### WHAT IS EXPECTED:
Print out the data exactly, keeping every image out of it.

[THE DATA Boundary: Start]

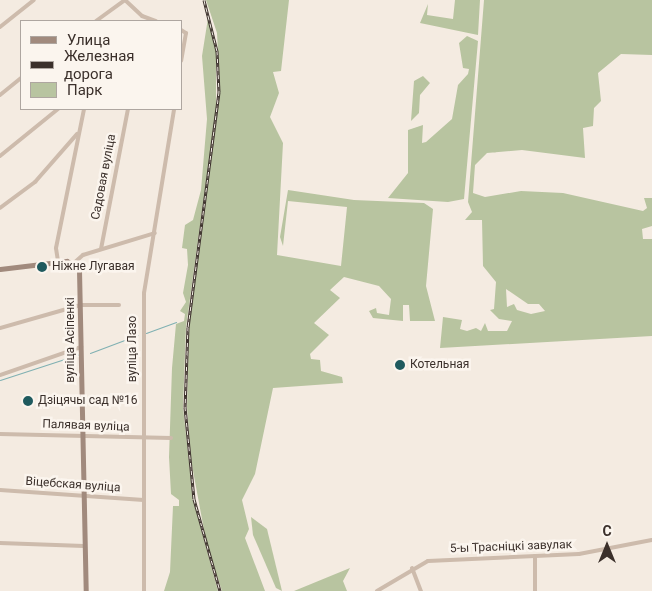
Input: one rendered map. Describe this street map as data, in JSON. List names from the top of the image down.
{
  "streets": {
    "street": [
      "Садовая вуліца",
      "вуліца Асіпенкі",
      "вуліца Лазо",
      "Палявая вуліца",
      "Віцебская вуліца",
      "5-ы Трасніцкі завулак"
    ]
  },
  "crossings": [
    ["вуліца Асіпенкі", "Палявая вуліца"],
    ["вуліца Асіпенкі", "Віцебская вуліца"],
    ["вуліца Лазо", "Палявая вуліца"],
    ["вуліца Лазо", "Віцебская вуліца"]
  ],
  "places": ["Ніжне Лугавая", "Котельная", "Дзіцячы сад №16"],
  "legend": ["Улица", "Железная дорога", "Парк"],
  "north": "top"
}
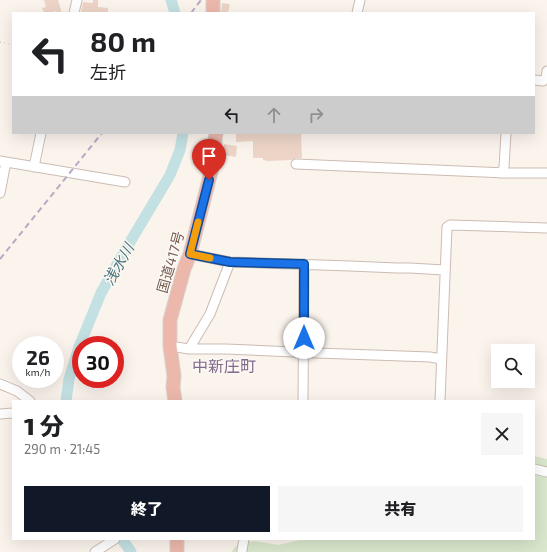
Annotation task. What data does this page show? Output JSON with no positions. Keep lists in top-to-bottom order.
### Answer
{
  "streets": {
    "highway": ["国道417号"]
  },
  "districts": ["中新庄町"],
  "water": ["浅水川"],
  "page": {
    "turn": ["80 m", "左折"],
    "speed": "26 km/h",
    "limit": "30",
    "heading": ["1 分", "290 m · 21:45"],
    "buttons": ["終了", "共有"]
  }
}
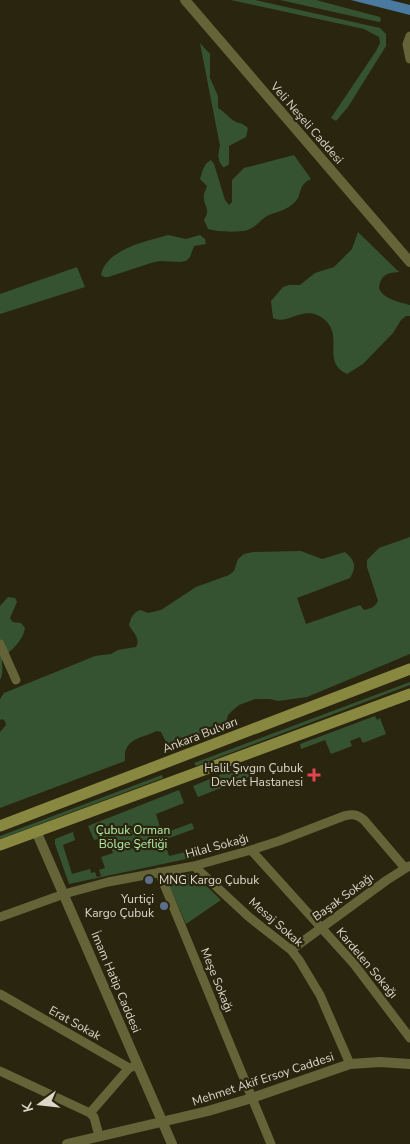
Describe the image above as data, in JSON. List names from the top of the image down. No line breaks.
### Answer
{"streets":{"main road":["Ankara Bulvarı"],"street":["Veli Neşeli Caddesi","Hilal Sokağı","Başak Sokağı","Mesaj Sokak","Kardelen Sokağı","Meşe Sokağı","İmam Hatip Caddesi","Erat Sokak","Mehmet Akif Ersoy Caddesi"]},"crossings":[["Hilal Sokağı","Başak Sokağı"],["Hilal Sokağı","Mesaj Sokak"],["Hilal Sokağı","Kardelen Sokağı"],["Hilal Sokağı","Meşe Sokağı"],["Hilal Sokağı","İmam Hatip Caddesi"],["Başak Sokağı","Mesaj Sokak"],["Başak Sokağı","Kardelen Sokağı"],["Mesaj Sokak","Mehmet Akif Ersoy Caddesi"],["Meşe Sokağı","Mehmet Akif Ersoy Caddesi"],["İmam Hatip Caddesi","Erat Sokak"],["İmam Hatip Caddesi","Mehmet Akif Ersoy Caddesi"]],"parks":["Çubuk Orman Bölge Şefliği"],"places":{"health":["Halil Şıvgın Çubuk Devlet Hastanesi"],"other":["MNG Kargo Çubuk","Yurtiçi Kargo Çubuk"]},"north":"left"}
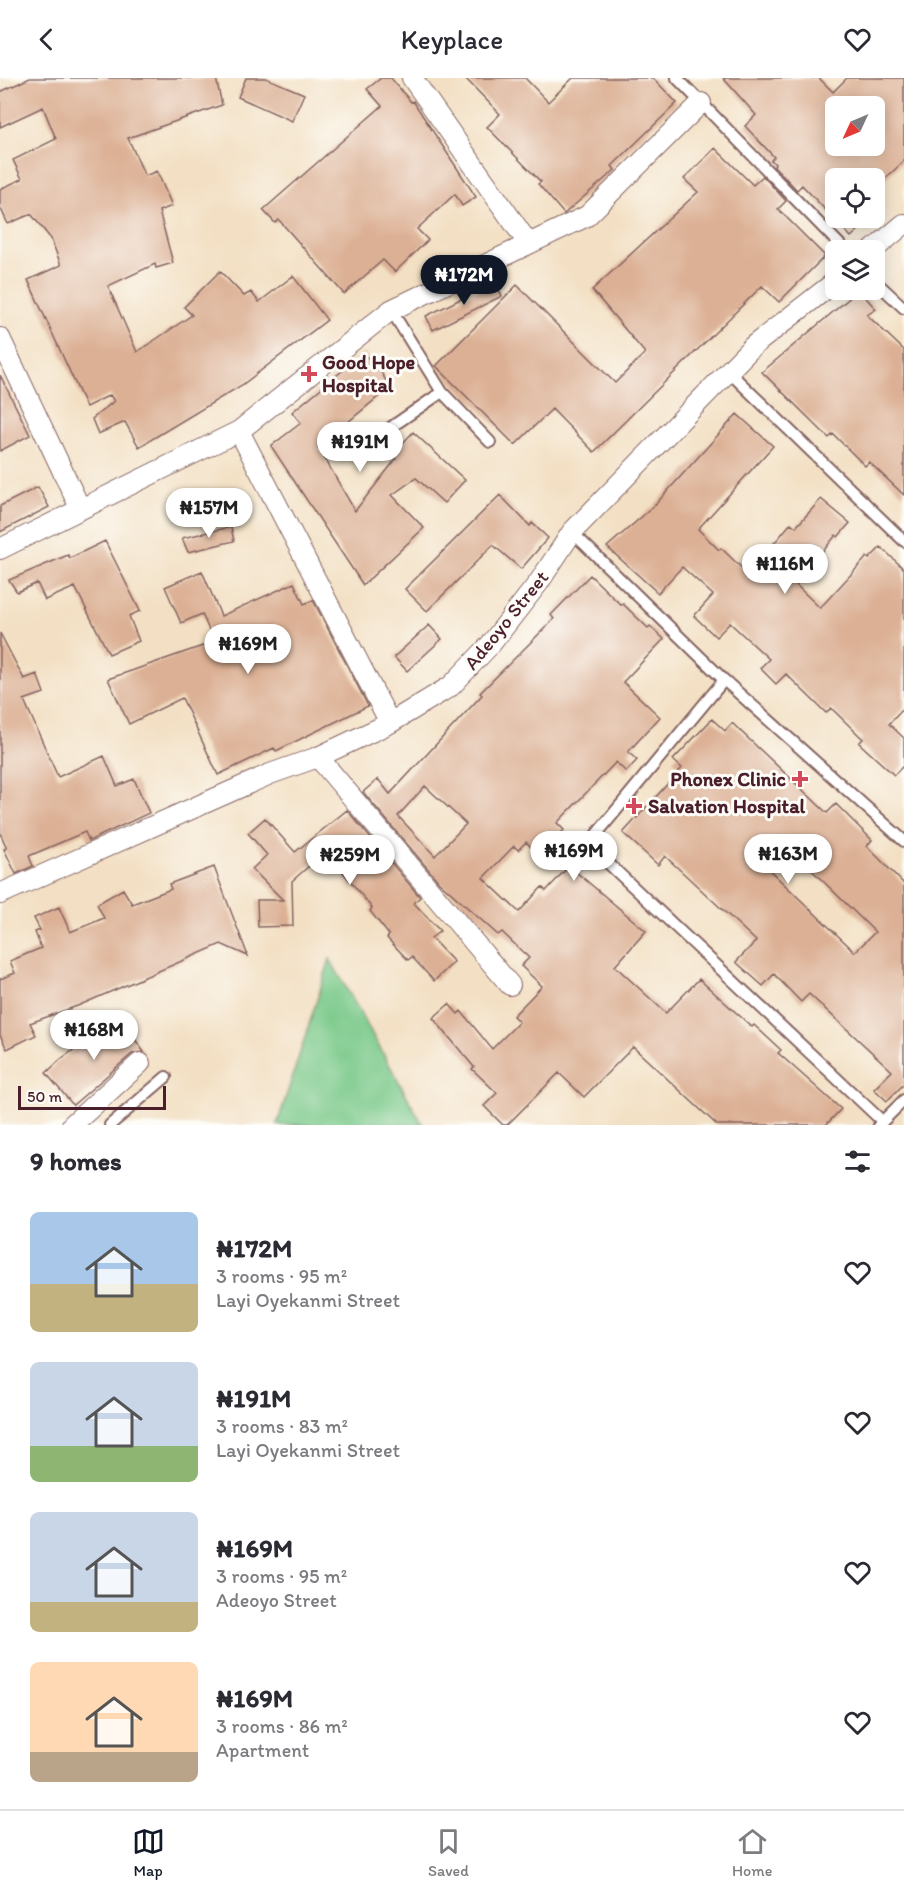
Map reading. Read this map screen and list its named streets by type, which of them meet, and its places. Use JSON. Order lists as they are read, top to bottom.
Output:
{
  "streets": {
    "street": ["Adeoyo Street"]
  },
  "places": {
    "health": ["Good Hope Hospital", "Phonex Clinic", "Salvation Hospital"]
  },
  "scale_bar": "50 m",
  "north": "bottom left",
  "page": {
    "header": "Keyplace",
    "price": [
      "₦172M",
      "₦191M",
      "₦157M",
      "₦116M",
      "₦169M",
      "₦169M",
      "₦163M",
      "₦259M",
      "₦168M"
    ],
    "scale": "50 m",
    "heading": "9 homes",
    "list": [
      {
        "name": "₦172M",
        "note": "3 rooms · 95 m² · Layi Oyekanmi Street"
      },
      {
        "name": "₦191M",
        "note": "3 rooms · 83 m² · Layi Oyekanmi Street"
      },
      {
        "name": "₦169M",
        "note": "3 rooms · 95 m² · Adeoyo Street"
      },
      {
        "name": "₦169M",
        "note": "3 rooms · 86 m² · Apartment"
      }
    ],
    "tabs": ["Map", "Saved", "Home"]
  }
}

[THE DATA Boundary: End]

### REPLY TO THE TASK:
Input: one rendered map. Describe this street map as data, in JSON. List names from the top of the image down.
{
  "streets": {
    "street": [
      "Садовая вуліца",
      "вуліца Асіпенкі",
      "вуліца Лазо",
      "Палявая вуліца",
      "Віцебская вуліца",
      "5-ы Трасніцкі завулак"
    ]
  },
  "crossings": [
    ["вуліца Асіпенкі", "Палявая вуліца"],
    ["вуліца Асіпенкі", "Віцебская вуліца"],
    ["вуліца Лазо", "Палявая вуліца"],
    ["вуліца Лазо", "Віцебская вуліца"]
  ],
  "places": ["Ніжне Лугавая", "Котельная", "Дзіцячы сад №16"],
  "legend": ["Улица", "Железная дорога", "Парк"],
  "north": "top"
}
Annotation task. What data does this page show? Output JSON with no positions. Keep lists in top-to-bottom order.
### Answer
{
  "streets": {
    "highway": ["国道417号"]
  },
  "districts": ["中新庄町"],
  "water": ["浅水川"],
  "page": {
    "turn": ["80 m", "左折"],
    "speed": "26 km/h",
    "limit": "30",
    "heading": ["1 分", "290 m · 21:45"],
    "buttons": ["終了", "共有"]
  }
}
Describe the image above as data, in JSON. List names from the top of the image down. No line breaks.
### Answer
{"streets":{"main road":["Ankara Bulvarı"],"street":["Veli Neşeli Caddesi","Hilal Sokağı","Başak Sokağı","Mesaj Sokak","Kardelen Sokağı","Meşe Sokağı","İmam Hatip Caddesi","Erat Sokak","Mehmet Akif Ersoy Caddesi"]},"crossings":[["Hilal Sokağı","Başak Sokağı"],["Hilal Sokağı","Mesaj Sokak"],["Hilal Sokağı","Kardelen Sokağı"],["Hilal Sokağı","Meşe Sokağı"],["Hilal Sokağı","İmam Hatip Caddesi"],["Başak Sokağı","Mesaj Sokak"],["Başak Sokağı","Kardelen Sokağı"],["Mesaj Sokak","Mehmet Akif Ersoy Caddesi"],["Meşe Sokağı","Mehmet Akif Ersoy Caddesi"],["İmam Hatip Caddesi","Erat Sokak"],["İmam Hatip Caddesi","Mehmet Akif Ersoy Caddesi"]],"parks":["Çubuk Orman Bölge Şefliği"],"places":{"health":["Halil Şıvgın Çubuk Devlet Hastanesi"],"other":["MNG Kargo Çubuk","Yurtiçi Kargo Çubuk"]},"north":"left"}
Map reading. Read this map screen and list its named streets by type, which of them meet, and its places. Use JSON. Order lists as they are read, top to bottom.
Output:
{
  "streets": {
    "street": ["Adeoyo Street"]
  },
  "places": {
    "health": ["Good Hope Hospital", "Phonex Clinic", "Salvation Hospital"]
  },
  "scale_bar": "50 m",
  "north": "bottom left",
  "page": {
    "header": "Keyplace",
    "price": [
      "₦172M",
      "₦191M",
      "₦157M",
      "₦116M",
      "₦169M",
      "₦169M",
      "₦163M",
      "₦259M",
      "₦168M"
    ],
    "scale": "50 m",
    "heading": "9 homes",
    "list": [
      {
        "name": "₦172M",
        "note": "3 rooms · 95 m² · Layi Oyekanmi Street"
      },
      {
        "name": "₦191M",
        "note": "3 rooms · 83 m² · Layi Oyekanmi Street"
      },
      {
        "name": "₦169M",
        "note": "3 rooms · 95 m² · Adeoyo Street"
      },
      {
        "name": "₦169M",
        "note": "3 rooms · 86 m² · Apartment"
      }
    ],
    "tabs": ["Map", "Saved", "Home"]
  }
}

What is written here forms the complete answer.